WORK INSTRUCTION: Where in the records does the word "overflow" occur? Copy each line in which it does.
________________________
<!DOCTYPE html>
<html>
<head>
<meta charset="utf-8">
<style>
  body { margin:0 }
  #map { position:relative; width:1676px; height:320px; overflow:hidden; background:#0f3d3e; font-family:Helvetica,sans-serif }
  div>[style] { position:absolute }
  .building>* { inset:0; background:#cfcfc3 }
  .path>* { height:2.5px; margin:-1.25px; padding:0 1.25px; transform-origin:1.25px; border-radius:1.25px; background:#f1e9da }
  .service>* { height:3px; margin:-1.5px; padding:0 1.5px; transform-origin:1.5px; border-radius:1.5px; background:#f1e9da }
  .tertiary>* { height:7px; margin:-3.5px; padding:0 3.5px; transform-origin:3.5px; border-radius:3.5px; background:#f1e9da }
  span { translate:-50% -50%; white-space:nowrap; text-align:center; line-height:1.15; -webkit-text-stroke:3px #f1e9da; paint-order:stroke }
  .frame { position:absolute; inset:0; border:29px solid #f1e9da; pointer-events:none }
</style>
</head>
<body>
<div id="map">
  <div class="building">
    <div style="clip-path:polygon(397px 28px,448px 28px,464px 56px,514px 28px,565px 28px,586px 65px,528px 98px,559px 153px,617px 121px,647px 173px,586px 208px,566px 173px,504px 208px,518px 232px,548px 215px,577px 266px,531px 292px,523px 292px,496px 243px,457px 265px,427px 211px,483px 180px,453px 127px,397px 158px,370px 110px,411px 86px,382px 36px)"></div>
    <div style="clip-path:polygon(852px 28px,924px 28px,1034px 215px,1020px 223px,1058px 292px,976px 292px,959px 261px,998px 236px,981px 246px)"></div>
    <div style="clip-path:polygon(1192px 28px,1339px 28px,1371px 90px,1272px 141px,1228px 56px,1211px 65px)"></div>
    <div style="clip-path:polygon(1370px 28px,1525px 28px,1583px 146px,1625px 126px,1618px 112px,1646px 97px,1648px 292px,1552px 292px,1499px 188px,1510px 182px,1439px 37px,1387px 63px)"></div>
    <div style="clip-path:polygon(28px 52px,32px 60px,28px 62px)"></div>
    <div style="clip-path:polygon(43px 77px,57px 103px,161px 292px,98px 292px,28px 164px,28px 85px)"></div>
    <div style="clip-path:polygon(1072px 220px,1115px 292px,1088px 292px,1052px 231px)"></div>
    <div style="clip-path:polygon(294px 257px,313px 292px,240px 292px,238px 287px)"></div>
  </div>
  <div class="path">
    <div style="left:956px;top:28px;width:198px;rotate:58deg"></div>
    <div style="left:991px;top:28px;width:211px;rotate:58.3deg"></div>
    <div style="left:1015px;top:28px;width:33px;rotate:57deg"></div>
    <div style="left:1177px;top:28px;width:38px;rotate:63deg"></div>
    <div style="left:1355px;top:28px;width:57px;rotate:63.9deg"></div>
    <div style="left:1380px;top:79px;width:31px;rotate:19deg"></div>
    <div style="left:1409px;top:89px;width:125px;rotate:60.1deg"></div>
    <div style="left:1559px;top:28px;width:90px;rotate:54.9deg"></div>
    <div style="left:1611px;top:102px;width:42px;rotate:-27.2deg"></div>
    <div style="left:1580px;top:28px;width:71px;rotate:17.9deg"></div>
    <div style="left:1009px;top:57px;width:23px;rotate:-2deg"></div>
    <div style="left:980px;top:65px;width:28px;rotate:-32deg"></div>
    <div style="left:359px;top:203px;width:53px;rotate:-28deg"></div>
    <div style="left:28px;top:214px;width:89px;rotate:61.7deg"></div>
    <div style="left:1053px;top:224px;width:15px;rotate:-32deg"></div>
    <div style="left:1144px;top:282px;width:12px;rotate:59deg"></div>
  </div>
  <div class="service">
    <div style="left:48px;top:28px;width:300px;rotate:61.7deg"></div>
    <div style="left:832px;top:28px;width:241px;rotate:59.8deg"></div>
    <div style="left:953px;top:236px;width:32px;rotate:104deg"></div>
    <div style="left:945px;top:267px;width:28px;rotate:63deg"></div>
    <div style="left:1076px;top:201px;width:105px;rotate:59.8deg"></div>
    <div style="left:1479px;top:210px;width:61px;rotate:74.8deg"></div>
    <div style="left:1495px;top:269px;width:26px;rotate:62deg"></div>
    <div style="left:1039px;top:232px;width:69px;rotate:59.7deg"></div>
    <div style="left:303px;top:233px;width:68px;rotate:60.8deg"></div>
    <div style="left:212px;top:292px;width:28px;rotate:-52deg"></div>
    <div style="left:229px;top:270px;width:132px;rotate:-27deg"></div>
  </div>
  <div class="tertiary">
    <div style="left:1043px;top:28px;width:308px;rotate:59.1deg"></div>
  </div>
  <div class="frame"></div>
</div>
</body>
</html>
________________________
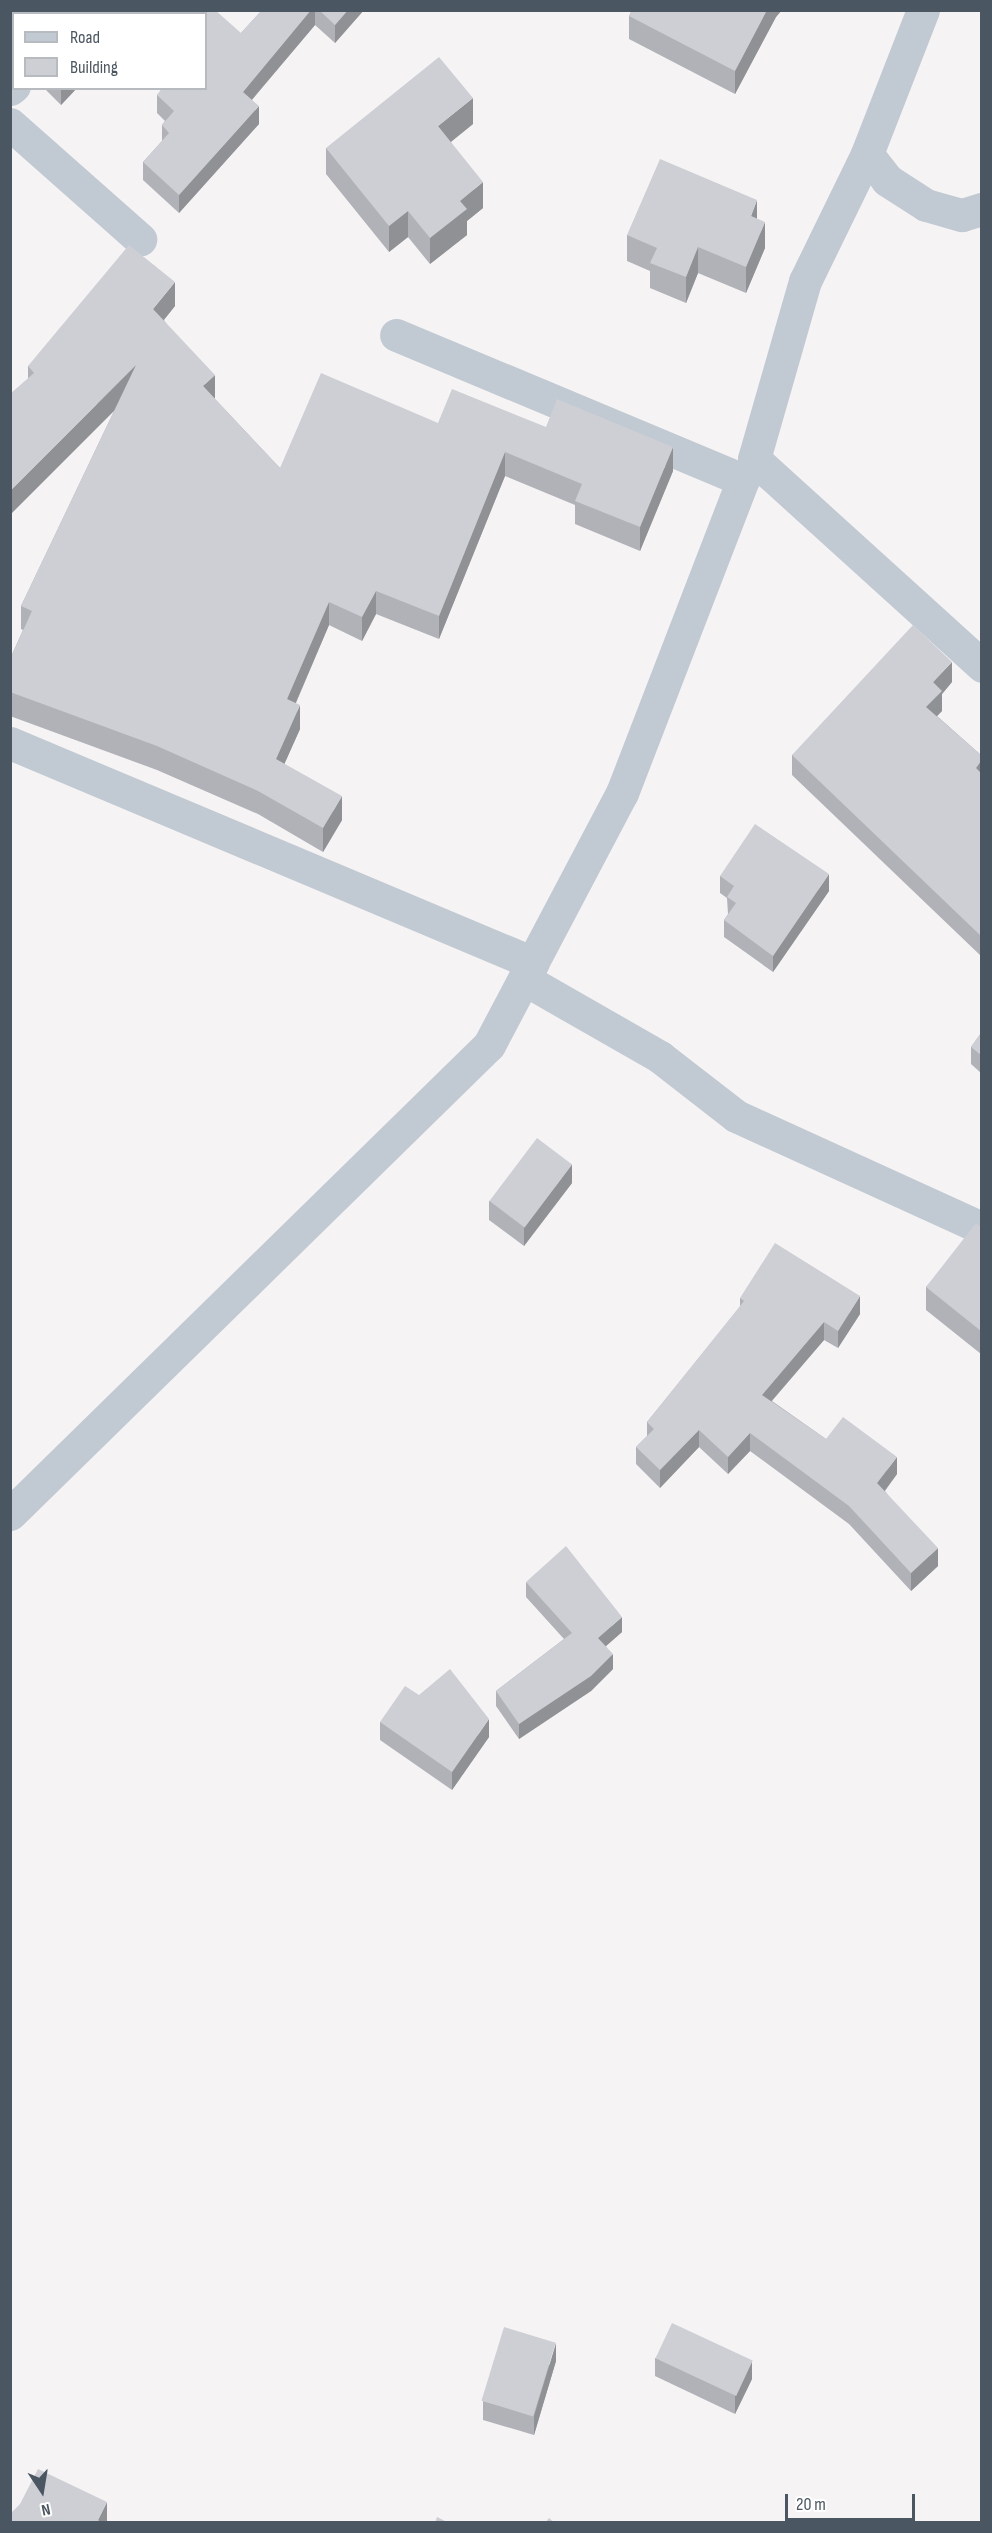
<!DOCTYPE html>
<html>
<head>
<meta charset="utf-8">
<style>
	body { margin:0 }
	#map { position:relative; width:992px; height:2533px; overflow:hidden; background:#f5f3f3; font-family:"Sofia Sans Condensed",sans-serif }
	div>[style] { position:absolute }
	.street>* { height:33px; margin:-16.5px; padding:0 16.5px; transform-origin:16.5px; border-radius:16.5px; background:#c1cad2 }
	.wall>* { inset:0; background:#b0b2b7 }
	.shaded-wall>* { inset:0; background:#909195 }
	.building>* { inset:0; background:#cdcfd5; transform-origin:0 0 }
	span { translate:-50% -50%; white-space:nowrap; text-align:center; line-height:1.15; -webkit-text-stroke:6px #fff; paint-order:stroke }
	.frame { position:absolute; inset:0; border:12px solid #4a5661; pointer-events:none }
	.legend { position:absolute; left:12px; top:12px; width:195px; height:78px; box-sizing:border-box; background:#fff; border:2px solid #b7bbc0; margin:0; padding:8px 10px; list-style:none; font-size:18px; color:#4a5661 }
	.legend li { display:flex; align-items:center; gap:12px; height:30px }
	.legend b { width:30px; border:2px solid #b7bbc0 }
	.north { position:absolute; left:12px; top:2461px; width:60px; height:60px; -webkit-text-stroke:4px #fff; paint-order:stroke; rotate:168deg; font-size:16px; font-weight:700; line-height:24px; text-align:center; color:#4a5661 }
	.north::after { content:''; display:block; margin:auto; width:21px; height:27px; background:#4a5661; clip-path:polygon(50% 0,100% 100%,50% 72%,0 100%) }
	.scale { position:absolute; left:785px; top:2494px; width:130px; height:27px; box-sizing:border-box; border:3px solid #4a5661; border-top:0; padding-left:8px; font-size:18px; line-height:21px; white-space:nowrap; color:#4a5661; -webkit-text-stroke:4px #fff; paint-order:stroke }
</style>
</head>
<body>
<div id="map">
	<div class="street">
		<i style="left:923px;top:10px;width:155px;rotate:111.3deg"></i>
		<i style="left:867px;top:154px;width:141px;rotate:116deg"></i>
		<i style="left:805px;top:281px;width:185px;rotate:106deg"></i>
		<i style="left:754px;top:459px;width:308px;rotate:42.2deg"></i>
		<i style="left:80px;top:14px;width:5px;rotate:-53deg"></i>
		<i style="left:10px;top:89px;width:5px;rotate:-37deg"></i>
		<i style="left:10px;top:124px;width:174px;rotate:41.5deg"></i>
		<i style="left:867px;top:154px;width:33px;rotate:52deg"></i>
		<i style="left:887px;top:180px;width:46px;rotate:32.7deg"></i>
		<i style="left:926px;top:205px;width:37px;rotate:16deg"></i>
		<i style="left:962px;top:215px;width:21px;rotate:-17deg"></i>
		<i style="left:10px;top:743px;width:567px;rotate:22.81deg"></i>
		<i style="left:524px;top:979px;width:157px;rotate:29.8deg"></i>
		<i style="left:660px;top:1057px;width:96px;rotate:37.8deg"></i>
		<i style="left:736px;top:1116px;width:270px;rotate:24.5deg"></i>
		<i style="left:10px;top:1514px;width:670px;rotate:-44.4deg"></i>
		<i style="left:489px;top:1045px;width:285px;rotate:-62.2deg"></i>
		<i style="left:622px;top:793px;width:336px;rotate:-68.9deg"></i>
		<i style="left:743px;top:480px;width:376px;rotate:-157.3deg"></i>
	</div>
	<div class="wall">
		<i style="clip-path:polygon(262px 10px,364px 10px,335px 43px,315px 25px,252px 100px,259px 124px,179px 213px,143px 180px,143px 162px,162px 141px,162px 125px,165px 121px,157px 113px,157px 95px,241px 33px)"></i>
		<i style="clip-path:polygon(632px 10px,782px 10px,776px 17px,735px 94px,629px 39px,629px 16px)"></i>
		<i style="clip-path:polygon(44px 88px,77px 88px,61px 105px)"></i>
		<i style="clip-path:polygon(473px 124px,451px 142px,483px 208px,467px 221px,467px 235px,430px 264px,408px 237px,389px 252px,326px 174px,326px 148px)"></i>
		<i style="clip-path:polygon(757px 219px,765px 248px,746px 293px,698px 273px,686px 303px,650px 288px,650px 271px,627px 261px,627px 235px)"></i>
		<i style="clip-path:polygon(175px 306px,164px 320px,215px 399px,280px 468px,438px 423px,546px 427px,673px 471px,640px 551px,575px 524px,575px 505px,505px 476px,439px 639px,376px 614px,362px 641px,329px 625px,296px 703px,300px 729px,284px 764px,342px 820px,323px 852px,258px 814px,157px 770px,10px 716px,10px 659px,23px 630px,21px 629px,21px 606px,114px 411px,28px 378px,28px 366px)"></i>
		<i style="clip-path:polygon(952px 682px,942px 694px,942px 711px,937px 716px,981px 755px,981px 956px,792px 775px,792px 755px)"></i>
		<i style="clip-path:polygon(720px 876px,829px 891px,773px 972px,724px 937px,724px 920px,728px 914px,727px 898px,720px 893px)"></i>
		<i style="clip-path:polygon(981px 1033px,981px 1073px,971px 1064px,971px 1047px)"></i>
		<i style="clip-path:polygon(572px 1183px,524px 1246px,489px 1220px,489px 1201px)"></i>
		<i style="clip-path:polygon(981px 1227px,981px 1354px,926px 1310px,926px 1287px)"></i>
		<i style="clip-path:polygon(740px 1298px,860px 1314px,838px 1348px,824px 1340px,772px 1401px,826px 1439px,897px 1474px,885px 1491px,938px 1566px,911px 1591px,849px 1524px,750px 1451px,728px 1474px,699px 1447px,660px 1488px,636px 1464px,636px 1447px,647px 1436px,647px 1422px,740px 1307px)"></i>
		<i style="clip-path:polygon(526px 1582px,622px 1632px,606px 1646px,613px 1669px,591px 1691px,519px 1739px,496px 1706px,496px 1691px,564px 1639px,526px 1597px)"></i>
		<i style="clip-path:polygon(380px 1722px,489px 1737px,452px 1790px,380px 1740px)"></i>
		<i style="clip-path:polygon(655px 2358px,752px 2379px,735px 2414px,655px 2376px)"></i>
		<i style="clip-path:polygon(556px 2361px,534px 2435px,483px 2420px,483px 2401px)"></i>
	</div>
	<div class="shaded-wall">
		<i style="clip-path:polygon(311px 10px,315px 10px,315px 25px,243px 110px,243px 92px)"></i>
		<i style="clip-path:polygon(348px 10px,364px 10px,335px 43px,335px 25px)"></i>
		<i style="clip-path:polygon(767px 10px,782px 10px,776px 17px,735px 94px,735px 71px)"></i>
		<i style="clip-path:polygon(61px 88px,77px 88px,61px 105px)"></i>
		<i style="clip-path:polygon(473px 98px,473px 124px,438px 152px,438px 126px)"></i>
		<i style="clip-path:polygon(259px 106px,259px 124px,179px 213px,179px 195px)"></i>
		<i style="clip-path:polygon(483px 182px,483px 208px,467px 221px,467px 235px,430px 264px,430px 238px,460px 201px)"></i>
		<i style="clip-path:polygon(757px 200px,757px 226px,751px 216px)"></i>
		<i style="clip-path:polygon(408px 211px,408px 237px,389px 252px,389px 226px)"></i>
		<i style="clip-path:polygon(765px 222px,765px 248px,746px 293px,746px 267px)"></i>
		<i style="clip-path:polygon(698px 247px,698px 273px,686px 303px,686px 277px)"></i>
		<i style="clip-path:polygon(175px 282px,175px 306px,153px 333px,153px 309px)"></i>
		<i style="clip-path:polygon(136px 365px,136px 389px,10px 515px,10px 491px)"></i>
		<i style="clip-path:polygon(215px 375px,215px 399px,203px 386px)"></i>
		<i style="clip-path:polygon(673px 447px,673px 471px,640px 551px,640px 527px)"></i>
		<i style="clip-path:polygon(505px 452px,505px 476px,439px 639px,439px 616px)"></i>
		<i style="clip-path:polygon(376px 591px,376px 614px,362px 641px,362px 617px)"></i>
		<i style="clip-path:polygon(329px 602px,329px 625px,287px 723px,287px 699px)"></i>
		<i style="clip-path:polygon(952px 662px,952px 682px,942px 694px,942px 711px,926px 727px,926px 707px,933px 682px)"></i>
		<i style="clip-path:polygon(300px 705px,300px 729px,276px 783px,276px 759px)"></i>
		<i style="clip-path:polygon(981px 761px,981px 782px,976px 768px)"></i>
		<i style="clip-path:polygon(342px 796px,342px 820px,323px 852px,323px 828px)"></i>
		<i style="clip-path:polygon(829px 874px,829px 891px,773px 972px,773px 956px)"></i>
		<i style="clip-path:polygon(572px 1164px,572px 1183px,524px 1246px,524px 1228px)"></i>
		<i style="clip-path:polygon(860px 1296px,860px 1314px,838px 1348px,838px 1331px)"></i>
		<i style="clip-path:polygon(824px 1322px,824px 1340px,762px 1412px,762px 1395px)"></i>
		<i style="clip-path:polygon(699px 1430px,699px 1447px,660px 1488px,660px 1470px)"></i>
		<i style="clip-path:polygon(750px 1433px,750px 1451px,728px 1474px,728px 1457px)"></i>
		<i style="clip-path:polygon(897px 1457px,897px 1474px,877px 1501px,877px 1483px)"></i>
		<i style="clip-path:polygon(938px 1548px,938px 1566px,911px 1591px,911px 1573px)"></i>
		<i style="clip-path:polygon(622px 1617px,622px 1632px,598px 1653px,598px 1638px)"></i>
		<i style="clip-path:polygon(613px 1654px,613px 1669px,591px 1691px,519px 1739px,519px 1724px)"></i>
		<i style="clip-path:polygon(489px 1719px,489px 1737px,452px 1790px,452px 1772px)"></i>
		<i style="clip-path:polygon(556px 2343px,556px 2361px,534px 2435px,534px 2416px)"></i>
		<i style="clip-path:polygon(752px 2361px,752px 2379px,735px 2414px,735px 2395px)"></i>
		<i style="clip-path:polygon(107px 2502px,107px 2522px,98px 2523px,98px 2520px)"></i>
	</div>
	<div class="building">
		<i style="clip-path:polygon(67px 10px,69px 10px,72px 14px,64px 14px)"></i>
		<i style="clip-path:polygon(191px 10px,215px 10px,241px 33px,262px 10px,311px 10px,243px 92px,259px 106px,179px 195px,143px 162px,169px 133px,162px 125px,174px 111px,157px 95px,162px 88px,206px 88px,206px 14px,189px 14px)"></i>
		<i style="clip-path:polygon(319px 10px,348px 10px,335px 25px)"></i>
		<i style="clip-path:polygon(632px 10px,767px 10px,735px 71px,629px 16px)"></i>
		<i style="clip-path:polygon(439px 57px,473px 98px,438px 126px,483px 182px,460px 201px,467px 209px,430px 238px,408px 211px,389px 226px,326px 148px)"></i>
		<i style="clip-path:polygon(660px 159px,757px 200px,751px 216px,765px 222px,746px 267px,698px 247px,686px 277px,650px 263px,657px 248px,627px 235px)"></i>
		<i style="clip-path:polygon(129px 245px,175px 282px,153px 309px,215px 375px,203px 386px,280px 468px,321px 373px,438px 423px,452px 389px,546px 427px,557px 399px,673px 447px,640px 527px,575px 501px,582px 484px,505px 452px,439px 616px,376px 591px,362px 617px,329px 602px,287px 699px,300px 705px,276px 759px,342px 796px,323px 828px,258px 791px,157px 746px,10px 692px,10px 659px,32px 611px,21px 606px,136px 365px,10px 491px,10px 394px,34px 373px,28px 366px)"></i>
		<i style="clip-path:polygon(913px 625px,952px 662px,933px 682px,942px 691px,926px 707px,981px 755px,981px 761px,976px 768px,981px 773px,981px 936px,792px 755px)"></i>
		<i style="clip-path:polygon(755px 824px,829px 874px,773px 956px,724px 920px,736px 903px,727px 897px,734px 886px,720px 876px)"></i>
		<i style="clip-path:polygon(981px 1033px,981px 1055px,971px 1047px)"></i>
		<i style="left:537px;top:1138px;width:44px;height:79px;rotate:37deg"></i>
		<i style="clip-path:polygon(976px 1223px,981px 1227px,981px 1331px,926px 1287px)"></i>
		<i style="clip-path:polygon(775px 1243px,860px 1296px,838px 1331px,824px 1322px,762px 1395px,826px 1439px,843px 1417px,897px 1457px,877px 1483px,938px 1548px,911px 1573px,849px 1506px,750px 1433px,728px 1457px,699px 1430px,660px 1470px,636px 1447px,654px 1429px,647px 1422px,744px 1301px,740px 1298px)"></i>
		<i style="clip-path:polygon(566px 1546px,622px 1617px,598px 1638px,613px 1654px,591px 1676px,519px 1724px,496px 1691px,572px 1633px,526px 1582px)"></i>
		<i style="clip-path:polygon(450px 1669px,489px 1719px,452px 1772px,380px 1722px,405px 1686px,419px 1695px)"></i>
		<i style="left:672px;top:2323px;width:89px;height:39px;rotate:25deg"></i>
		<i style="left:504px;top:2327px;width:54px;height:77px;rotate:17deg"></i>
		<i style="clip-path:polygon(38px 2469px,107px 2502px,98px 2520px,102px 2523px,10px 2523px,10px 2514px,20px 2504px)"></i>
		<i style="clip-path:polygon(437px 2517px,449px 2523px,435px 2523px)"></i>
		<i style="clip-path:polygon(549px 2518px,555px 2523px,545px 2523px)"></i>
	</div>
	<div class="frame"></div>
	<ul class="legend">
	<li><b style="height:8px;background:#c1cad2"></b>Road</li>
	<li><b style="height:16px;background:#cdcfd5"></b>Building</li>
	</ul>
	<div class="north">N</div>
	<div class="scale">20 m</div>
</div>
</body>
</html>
________________________
EXERCISE ANSWER:
  #map { position:relative; width:1676px; height:320px; overflow:hidden; background:#0f3d3e; font-family:Helvetica,sans-serif }
	#map { position:relative; width:992px; height:2533px; overflow:hidden; background:#f5f3f3; font-family:"Sofia Sans Condensed",sans-serif }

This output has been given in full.